WA Wine Exports: Building an economic future with China was compiled by the Curtin Economics Centre in consultation with six industry stakeholders and 26 wine producers.
Lead researcher Jeremy Galbreath said the report identified the growing market for Australian wines in China, as well as distribution, packaging, marketing and branding.
“There is a perception that WA’s wine production volume is too small to make any significant penetration into the Chinese market,” Associate Professor Galbreath said.
“Our research, however, determined that there was a definitive market for premium wine in China and that WA was well poised to meet a slice of that demand, providing wine producers consider a few key aspects when exporting their wine.”
He said successful exporters had to be creative in their marketing and branding, as well as being aware of Chinese cultural ideologies with respect to colour preference.
“Producers should also be aware of language differences and how terminology is understood when using descriptors of their wine on labels,” he said.
“This will ensure Chinese consumers understand the messages in the same way.”
The importance of precise marketing and branding of wines was also highlighted, as of WA’s isolation presented additional challenges.
“Outside of some knowledgeable wine consumers, even regions like Margaret River have little global recognition,” he said.
“This needs to change in order for (WA) wine producers to successfully increase exports to China.”
“Recommended actions to address this include engaging industry to create a branding exercise on a regional basis, with the goal of putting WA wines on the global map.”

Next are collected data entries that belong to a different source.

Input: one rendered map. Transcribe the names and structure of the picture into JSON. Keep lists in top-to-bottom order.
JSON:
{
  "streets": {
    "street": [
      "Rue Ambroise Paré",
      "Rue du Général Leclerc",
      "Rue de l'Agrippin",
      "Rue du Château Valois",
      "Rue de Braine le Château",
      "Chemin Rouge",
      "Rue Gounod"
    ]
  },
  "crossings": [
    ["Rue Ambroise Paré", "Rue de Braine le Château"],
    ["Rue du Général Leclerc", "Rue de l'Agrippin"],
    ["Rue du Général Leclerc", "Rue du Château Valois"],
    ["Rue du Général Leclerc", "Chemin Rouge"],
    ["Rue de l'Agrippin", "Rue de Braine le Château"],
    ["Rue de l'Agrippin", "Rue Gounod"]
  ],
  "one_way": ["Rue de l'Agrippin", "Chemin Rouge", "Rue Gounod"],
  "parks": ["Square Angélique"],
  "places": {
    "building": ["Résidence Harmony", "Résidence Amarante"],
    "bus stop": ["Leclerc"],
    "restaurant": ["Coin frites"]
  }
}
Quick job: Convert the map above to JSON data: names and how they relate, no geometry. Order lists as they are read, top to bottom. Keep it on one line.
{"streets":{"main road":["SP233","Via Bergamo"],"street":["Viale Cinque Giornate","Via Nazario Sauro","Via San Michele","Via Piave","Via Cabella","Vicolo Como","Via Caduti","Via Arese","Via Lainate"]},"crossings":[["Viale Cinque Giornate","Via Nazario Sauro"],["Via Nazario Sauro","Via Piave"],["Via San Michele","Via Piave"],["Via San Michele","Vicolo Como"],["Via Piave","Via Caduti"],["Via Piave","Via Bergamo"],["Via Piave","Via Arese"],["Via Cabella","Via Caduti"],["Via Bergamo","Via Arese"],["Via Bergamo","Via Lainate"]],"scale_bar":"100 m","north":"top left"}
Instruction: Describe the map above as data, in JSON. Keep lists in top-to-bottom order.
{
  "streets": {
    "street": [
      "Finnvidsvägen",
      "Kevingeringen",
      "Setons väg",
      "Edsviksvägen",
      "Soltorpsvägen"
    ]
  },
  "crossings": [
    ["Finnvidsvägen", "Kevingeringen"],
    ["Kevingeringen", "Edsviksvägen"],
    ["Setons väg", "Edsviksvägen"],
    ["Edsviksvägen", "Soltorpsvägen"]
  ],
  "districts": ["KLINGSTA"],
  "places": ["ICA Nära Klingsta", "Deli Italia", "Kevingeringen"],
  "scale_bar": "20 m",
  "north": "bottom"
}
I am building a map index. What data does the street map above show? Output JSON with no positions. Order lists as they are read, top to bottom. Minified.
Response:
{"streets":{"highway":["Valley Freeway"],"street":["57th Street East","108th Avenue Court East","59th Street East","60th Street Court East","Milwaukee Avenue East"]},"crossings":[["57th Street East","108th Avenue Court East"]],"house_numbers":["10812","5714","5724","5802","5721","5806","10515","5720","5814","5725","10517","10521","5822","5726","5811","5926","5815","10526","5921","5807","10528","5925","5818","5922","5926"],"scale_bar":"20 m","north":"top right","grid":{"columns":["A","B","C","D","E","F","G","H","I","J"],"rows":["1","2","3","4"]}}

The report also identified a need for more innovative business models.
“The majority of wine producers in WA are unprofitable,” Professor Galbreat said,“New business models are needed to restore profitability and to secure a sustainable future.
“With the Australian dollar at its lowest point in years, the time to develop partnerships with foreign investors is immediate.”
He said the biggest set back of all was the issue of distribution.
“As there are an estimated 20,000 wine importers in China, the industry really needs to sort out who the best importers and distributors are for WA wine,” Professor Galbreath said.
“Otherwise, many producers will spend far too much time and money trying to gain access to this massive market.
“Without trusted and focused distribution, frustration and failure is likely.”